Di fatto, lungi dall’aiutare i cosiddetti “meritevoli ma privi di mezzi”, le alte tasse e gli elevati debiti paiono condizionare l’intera carriera universitaria, ostacolandola, opprimendola, disincentivandola. Angelica, studentessa “straordinariamente brillante e dedicata”, è piena d’entusiasmo al momento dell’iscrizione a Emory, università in cui la retta normalmente costa circa 50 mila dollari l’anno. “Quante volte nella vita ti capita l’occasione di reinventarti completamente”, si chiede Angelica prima di iscriversi. “Non importa quanto mi costa”, diceva, ”devo farcela“. Angelica ha ragione, scrive il New York Times: “solo il 30% degli studenti nell’ultimo quartile di redditi si iscrive a una laurea di quattro anni, e di questi se ne laureano meno della metà”.

Quattro anni e mezzo dopo, tuttavia, Angelica e Melissa hanno 105.000 dollari di debito, mentre la famiglia di Melissa ha un reddito annuo di 27.000 dollari, contro i 35.000 dollari della famiglia di Angelica. “Quattro anni e mezzo dopo il diploma di scuola superiore a Galveston, Texas, Melissa O’Neal e Angelica Gonzales hanno ciascuna decine di migliaia di dollari di debito e non sono laureate. Melissa O’Neal, al quinto anno alla Texas State University, è sulla buona strada per laurearsi la prossima estate.

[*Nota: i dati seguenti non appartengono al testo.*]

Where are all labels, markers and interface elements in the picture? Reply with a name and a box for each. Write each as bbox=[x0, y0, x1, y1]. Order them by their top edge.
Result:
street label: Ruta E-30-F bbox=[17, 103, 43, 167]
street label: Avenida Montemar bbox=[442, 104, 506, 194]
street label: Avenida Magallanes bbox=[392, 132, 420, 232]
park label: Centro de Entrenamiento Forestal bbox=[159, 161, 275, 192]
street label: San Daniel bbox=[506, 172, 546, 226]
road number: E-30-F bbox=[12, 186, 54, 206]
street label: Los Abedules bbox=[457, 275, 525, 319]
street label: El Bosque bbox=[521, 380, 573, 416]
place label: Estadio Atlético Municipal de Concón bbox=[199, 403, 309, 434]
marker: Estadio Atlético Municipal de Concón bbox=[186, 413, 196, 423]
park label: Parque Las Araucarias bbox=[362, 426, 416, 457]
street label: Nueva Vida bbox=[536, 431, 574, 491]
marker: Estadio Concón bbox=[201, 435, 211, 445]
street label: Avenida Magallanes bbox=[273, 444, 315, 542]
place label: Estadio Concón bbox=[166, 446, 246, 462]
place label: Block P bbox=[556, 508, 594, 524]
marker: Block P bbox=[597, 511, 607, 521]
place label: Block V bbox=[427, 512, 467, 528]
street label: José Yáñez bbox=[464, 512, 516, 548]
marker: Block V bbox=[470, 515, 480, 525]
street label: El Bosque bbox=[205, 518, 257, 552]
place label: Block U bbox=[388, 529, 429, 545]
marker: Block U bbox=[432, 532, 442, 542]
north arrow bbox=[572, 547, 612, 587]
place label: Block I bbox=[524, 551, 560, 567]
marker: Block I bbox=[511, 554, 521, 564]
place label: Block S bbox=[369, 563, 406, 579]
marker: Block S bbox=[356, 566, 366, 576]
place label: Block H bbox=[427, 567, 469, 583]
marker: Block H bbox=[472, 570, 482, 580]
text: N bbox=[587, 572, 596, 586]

Angelica Gonzales è stata sospesa da Emory nell’ultimo anno a causa di voti bassi: la scuola erroneamente aveva ridotto il suo aiuto finanziario, e la necessità di lavorare aveva interferito con la sua capacità di studiare”.

Insomma, il prestito d’onore, dispositivo presentato da tempo come una sorta di welfare studentesco, ha conseguenze assai diverse da quelle suggerite in molti editoriali. Lungi dall’aiutare i meritevoli e privi di mezzi, finisce per bloccare loro la strada inibendo la mobilità sociale laddove essa è più urgente. Altro che trampolinosociale: il debito produce povertà e aumenta la diseguaglianza. Secondo Matthew M. Chingos della Brookings Institution, siamo tornati in una situazione sociale in cui la classe di appartenenza incide sul futuro dei singoli di più della razza di appartenenza, dato assai significativo in un paese che ancora porta le cicatrici dello schiavismo come gli Stati Uniti. “Gli studenti provenienti da famiglie a basso reddito finiscono l’università meno spesso dei coetanei ricchi, anche quando dimostrano abilità maggiori“. La cosa frustrante è che “si tratta di studenti che hanno già dovuto superare ostacoli significativi per avere risultati al di sopra della media”, ha detto Chingos. “Vedere che pochi sono messi in condizioni di arrivare alla laurea è davvero fastidioso”.

Insomma, alla luce delle esperienze degli altri paesi è forse tempo di accantonare l’idea dei prestiti d’onore anche in Italia. Piuttosto, la genuina preoccupazione per la mobilità sociale dei studenti meno abbienti ha una soluzione: aumentare la fasciazione delle aliquote, sostenere le famiglie con reddito pari o inferiore ai 40.000 euro, porre fine a quella anomalia tutta italiana che sono gli “idonei senza borsa”. Per una società realmente capace di aumentare la mobilità sociale, non c’è altra possibilità che rifinanziare l’istruzione a partire dal diritto allo studio.